The lower segmentation performance observed in periapical radiographs may be attributed to several modality-specific factors. Compared to orthopantomograms and bitewings, periapical radiographs provide a more limited field of view and fewer surrounding anatomical reference structures, reducing the contextual information available for accurate segmentation. In addition, periapical radiographs often exhibit greater variability in tooth positioning, angulation, and anatomical overlap, which can increase segmentation complexity. Furthermore, in the present dataset, periapical radiographs included a higher proportion of elderly patients, who more frequently present restorations, implants, and structural alterations, potentially increasing image heterogeneity. These findings suggest that segmentation of periapical radiographs represents a more challenging task for AI systems and highlight the importance of continued optimization and validation.
The system’s segmentation results were consistent across sexes and children and adult age groups, reflecting its robustness and generalizability. However, a slight decrease in accuracy was observed when the system was applied to radiographs of older patients (65+ years), likely due to the increased complexity of their radiographs, which often feature a greater number of overlapping anatomical and pathological elements [
36,
37,
38,
39,
40,
41,
42]. These findings underline the system’s adaptability while emphasizing the continued need for clinician oversight in managing complex cases.
By automating routine segmentation tasks, ORTHOSEG can reduce the time required for image interpretation, alleviating the cognitive burden on clinicians and enabling them to focus on evaluating complex cases and making informed clinical decisions.

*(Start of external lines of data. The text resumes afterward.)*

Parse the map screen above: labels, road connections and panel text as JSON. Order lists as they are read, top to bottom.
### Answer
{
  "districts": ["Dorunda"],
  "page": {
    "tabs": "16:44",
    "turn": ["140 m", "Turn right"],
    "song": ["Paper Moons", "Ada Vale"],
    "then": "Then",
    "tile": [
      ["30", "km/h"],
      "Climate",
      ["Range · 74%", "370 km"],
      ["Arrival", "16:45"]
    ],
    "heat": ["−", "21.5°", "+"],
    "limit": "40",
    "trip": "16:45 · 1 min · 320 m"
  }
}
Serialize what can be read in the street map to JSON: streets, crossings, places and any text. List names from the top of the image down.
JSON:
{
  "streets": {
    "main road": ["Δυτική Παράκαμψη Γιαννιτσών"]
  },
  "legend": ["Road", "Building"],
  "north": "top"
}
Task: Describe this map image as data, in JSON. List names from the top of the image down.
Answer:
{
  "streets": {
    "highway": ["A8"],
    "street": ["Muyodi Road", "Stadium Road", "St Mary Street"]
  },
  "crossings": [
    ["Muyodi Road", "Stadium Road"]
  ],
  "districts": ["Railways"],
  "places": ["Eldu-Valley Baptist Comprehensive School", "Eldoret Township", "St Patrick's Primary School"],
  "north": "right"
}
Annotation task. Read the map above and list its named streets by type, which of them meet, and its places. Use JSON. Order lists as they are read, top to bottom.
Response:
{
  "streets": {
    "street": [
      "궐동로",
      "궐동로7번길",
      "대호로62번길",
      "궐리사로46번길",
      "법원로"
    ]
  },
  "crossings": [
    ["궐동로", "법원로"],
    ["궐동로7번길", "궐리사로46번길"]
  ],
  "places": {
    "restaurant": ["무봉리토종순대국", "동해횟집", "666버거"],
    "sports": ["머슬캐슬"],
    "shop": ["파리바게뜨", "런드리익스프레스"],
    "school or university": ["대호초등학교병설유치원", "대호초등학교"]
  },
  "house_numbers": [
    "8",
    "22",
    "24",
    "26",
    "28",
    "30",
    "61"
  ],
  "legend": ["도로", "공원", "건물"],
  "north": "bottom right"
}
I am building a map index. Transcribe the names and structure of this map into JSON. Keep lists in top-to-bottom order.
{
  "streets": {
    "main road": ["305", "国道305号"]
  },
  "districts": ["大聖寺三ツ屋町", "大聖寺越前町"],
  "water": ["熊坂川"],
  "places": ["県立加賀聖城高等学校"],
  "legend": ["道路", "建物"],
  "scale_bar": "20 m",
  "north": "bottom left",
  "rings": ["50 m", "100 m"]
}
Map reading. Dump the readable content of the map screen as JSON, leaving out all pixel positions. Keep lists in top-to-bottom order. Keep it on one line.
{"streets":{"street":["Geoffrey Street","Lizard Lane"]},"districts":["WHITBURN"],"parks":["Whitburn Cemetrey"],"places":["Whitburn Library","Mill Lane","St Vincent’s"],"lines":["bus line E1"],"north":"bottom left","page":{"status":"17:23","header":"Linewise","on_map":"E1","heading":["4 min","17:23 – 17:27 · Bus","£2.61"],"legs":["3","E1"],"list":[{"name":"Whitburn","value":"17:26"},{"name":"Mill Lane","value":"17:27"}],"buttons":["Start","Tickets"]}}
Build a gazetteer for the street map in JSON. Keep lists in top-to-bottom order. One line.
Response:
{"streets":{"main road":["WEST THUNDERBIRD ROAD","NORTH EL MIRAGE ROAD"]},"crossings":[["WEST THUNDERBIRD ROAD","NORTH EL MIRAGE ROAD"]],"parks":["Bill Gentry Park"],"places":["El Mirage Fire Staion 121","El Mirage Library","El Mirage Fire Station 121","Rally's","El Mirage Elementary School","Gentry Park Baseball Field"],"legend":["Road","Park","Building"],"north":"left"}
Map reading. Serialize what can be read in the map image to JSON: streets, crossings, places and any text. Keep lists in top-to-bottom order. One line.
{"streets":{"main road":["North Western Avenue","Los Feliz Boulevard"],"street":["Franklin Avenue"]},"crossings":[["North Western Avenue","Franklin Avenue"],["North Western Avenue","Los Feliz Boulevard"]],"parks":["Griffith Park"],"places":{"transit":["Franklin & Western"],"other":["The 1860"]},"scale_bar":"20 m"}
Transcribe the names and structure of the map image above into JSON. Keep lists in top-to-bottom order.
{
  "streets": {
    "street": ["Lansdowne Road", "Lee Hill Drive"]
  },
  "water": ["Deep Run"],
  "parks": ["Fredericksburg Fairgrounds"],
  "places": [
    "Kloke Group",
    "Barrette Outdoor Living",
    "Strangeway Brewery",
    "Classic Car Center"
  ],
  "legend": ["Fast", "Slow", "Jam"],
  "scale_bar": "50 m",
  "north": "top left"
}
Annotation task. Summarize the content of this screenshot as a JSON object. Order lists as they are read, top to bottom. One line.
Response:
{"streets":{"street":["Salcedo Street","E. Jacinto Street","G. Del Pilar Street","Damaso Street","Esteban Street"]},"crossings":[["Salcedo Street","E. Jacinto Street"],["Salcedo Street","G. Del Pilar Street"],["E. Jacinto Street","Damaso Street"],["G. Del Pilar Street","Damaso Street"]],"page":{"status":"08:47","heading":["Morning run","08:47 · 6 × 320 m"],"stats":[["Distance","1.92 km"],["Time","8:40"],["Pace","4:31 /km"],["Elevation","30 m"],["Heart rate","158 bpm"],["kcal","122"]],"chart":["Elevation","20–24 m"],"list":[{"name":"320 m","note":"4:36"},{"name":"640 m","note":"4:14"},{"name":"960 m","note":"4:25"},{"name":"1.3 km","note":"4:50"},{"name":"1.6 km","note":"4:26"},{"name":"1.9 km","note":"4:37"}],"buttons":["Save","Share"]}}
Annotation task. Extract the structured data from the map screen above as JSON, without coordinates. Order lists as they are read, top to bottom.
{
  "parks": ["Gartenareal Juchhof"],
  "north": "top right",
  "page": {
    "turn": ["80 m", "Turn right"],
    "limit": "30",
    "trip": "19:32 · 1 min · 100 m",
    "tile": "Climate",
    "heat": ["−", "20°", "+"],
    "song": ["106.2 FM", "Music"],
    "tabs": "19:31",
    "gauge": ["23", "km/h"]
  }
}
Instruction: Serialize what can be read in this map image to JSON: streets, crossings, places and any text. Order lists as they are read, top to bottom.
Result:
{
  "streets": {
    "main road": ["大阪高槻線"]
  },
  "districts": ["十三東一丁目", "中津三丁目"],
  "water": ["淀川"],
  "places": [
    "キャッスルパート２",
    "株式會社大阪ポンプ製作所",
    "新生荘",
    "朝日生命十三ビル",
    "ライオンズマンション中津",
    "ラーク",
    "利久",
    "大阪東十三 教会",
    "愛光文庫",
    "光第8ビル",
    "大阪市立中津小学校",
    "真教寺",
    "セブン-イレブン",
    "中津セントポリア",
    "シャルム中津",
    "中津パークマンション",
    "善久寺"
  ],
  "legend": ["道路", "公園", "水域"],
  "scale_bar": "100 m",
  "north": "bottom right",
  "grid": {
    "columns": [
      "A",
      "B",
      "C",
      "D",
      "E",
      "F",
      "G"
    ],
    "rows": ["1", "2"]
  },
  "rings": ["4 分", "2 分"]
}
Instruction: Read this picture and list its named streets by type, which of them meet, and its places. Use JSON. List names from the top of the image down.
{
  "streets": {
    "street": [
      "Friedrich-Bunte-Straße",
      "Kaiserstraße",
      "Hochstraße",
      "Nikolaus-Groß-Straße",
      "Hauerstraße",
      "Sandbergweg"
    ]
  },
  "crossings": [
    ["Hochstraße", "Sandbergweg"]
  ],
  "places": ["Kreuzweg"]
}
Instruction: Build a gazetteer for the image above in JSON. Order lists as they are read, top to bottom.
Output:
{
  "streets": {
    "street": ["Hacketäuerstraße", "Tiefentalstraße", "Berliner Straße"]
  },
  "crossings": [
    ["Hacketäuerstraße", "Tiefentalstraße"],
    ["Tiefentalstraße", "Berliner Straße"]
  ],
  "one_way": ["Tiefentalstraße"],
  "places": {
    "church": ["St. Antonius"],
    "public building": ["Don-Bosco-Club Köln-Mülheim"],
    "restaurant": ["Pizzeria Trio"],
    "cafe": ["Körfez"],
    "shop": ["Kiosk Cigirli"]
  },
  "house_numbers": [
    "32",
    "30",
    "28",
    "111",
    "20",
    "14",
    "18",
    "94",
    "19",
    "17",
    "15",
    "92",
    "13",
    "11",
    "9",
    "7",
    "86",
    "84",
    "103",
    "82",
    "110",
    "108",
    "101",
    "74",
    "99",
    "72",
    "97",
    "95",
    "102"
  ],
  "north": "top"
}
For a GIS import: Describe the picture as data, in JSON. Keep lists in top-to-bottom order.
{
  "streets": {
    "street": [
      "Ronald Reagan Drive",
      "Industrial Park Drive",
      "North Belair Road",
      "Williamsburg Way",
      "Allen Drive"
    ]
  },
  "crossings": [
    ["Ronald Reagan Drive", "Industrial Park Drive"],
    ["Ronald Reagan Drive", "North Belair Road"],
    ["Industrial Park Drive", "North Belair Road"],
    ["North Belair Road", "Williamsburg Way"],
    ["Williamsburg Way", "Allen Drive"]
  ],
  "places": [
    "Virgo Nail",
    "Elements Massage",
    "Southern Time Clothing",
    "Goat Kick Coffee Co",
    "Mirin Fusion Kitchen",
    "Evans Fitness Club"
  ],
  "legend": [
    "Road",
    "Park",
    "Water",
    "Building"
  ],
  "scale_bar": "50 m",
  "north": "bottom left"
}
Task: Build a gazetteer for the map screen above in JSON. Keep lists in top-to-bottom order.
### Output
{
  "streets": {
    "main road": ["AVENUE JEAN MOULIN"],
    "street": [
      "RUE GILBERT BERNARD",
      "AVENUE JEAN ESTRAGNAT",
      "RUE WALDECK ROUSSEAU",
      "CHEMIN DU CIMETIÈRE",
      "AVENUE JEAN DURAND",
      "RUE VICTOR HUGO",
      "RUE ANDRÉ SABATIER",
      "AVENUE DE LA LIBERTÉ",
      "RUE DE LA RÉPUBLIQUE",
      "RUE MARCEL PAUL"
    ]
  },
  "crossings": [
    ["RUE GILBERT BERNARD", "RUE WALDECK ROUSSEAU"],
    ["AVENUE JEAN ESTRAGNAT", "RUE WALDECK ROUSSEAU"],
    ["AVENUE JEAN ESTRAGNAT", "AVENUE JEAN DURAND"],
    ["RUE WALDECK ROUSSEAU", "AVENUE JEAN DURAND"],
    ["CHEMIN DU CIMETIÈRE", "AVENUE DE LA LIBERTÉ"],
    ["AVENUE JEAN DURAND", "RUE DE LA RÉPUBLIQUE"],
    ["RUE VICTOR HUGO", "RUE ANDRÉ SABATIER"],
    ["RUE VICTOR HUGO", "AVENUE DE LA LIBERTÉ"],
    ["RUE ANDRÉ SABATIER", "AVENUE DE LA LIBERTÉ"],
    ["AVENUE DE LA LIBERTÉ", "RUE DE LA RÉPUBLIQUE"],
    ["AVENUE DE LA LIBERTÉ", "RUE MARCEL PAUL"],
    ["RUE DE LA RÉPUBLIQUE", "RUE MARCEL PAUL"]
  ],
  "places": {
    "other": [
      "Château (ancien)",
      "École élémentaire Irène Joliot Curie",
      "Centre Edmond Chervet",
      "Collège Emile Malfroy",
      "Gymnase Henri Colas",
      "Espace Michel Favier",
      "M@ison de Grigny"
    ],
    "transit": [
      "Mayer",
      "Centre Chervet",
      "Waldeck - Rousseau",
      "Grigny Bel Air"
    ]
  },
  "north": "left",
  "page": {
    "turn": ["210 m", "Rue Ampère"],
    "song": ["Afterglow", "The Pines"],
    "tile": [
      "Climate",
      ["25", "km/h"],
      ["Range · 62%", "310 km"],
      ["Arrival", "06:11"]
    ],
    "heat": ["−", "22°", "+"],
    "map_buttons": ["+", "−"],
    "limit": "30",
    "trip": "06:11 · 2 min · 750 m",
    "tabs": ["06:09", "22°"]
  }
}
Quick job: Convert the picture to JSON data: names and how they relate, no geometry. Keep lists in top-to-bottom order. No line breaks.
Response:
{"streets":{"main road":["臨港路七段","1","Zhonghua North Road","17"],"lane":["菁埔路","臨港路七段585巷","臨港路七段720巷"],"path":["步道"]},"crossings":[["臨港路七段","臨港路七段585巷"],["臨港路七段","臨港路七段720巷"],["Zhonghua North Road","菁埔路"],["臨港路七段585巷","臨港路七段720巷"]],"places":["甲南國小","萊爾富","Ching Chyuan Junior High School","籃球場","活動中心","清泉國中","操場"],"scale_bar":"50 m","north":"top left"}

This study has several limitations that should be acknowledged. First, the dataset used for evaluation was derived exclusively from a European population without differentiating between ethnic groups. Therefore, the findings may not be fully generalizable to patients from other geographic regions that can have different demographic and epidemiological characteristics. Second, dealing with AI systems means dealing with variability. Although the dataset was carefully curated and reviewed by experienced clinicians, it may not capture the full variability encountered in everyday practice, particularly in cases with rare pathologies or unusual anatomical conditions. Finally, the study focused on the system’s performance without analyzing its usability in the Neowise software, its clinical interaction, or its impact on diagnostic workflows.
Future work includes expanding the dataset to cover a broader and more representative patient population and include more imaging devices in order to confirm the system’s generalizability beyond the European sample examined in this study. Future research should focus on expanding the validation dataset to include a broader range of patient demographics and clinical scenarios, further refining the system’s performance and generalizability. This will ensure that ORTHOSEG continues to meet the evolving needs of modern dentistry, cementing its role as an indispensable tool in routine clinical practice.
Moreover, future studies could include prospective clinical trials in which clinicians would use the ORTHOSEG system on new patients, record its outputs in real time, and assess how its segmentation affects diagnostic decisions, reporting times, and workflow efficiency [
43,
44,
45,
46,
47,
48]. Finally, studies on user experience and usability among clinicians will be fundamental to ensure the effective integration of this AI-assisted tool into daily routine dental practice.